## What is required:
The response must consist of every record, restated word for word.
Top of Record excerpts
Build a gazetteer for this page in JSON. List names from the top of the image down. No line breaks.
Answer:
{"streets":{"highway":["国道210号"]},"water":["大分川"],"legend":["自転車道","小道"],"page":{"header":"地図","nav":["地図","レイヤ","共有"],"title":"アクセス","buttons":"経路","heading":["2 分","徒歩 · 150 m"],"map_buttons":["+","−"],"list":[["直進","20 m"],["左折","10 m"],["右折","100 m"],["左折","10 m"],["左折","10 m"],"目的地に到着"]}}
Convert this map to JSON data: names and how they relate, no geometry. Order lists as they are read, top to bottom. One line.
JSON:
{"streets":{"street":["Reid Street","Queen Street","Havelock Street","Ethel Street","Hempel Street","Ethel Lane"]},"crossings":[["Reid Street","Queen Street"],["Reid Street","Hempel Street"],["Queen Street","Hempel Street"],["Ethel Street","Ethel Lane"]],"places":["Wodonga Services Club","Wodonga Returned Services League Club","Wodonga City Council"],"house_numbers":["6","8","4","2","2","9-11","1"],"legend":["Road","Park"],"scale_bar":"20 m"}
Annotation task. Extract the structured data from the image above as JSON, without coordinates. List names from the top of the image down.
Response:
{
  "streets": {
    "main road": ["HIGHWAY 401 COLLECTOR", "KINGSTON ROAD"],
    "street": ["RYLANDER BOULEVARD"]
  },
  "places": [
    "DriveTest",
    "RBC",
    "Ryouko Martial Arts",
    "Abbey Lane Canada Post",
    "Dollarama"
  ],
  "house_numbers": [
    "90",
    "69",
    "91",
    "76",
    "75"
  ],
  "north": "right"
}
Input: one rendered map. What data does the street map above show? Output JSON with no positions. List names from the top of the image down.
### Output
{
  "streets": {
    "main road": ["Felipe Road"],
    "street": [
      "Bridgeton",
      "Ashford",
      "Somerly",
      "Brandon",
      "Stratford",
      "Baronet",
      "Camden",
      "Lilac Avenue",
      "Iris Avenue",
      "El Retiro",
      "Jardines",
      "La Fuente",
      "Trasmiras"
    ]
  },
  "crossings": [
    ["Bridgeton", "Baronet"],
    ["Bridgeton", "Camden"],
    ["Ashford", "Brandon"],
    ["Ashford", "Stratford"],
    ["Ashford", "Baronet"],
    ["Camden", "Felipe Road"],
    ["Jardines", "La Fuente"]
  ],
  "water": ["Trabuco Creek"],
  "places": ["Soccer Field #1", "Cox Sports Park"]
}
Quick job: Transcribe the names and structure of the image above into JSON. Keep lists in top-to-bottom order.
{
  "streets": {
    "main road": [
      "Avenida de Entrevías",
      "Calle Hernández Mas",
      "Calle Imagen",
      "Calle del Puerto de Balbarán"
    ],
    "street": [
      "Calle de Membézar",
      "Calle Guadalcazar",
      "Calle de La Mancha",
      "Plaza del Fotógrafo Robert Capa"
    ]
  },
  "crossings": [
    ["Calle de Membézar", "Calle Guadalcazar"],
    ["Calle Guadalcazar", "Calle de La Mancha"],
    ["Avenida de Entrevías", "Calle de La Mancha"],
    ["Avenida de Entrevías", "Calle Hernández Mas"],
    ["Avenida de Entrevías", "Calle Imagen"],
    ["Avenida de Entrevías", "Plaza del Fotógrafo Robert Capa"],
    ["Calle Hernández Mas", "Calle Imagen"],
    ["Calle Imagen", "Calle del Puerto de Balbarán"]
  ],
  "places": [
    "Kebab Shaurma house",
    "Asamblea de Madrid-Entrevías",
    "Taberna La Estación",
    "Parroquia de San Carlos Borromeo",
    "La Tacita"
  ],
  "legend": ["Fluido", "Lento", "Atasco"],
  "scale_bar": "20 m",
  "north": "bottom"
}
Bottom of Record excerpts
## Result of the task:
Build a gazetteer for this page in JSON. List names from the top of the image down. No line breaks.
Answer:
{"streets":{"highway":["国道210号"]},"water":["大分川"],"legend":["自転車道","小道"],"page":{"header":"地図","nav":["地図","レイヤ","共有"],"title":"アクセス","buttons":"経路","heading":["2 分","徒歩 · 150 m"],"map_buttons":["+","−"],"list":[["直進","20 m"],["左折","10 m"],["右折","100 m"],["左折","10 m"],["左折","10 m"],"目的地に到着"]}}
Convert this map to JSON data: names and how they relate, no geometry. Order lists as they are read, top to bottom. One line.
JSON:
{"streets":{"street":["Reid Street","Queen Street","Havelock Street","Ethel Street","Hempel Street","Ethel Lane"]},"crossings":[["Reid Street","Queen Street"],["Reid Street","Hempel Street"],["Queen Street","Hempel Street"],["Ethel Street","Ethel Lane"]],"places":["Wodonga Services Club","Wodonga Returned Services League Club","Wodonga City Council"],"house_numbers":["6","8","4","2","2","9-11","1"],"legend":["Road","Park"],"scale_bar":"20 m"}
Annotation task. Extract the structured data from the image above as JSON, without coordinates. List names from the top of the image down.
Response:
{
  "streets": {
    "main road": ["HIGHWAY 401 COLLECTOR", "KINGSTON ROAD"],
    "street": ["RYLANDER BOULEVARD"]
  },
  "places": [
    "DriveTest",
    "RBC",
    "Ryouko Martial Arts",
    "Abbey Lane Canada Post",
    "Dollarama"
  ],
  "house_numbers": [
    "90",
    "69",
    "91",
    "76",
    "75"
  ],
  "north": "right"
}
Input: one rendered map. What data does the street map above show? Output JSON with no positions. List names from the top of the image down.
### Output
{
  "streets": {
    "main road": ["Felipe Road"],
    "street": [
      "Bridgeton",
      "Ashford",
      "Somerly",
      "Brandon",
      "Stratford",
      "Baronet",
      "Camden",
      "Lilac Avenue",
      "Iris Avenue",
      "El Retiro",
      "Jardines",
      "La Fuente",
      "Trasmiras"
    ]
  },
  "crossings": [
    ["Bridgeton", "Baronet"],
    ["Bridgeton", "Camden"],
    ["Ashford", "Brandon"],
    ["Ashford", "Stratford"],
    ["Ashford", "Baronet"],
    ["Camden", "Felipe Road"],
    ["Jardines", "La Fuente"]
  ],
  "water": ["Trabuco Creek"],
  "places": ["Soccer Field #1", "Cox Sports Park"]
}
Quick job: Transcribe the names and structure of the image above into JSON. Keep lists in top-to-bottom order.
{
  "streets": {
    "main road": [
      "Avenida de Entrevías",
      "Calle Hernández Mas",
      "Calle Imagen",
      "Calle del Puerto de Balbarán"
    ],
    "street": [
      "Calle de Membézar",
      "Calle Guadalcazar",
      "Calle de La Mancha",
      "Plaza del Fotógrafo Robert Capa"
    ]
  },
  "crossings": [
    ["Calle de Membézar", "Calle Guadalcazar"],
    ["Calle Guadalcazar", "Calle de La Mancha"],
    ["Avenida de Entrevías", "Calle de La Mancha"],
    ["Avenida de Entrevías", "Calle Hernández Mas"],
    ["Avenida de Entrevías", "Calle Imagen"],
    ["Avenida de Entrevías", "Plaza del Fotógrafo Robert Capa"],
    ["Calle Hernández Mas", "Calle Imagen"],
    ["Calle Imagen", "Calle del Puerto de Balbarán"]
  ],
  "places": [
    "Kebab Shaurma house",
    "Asamblea de Madrid-Entrevías",
    "Taberna La Estación",
    "Parroquia de San Carlos Borromeo",
    "La Tacita"
  ],
  "legend": ["Fluido", "Lento", "Atasco"],
  "scale_bar": "20 m",
  "north": "bottom"
}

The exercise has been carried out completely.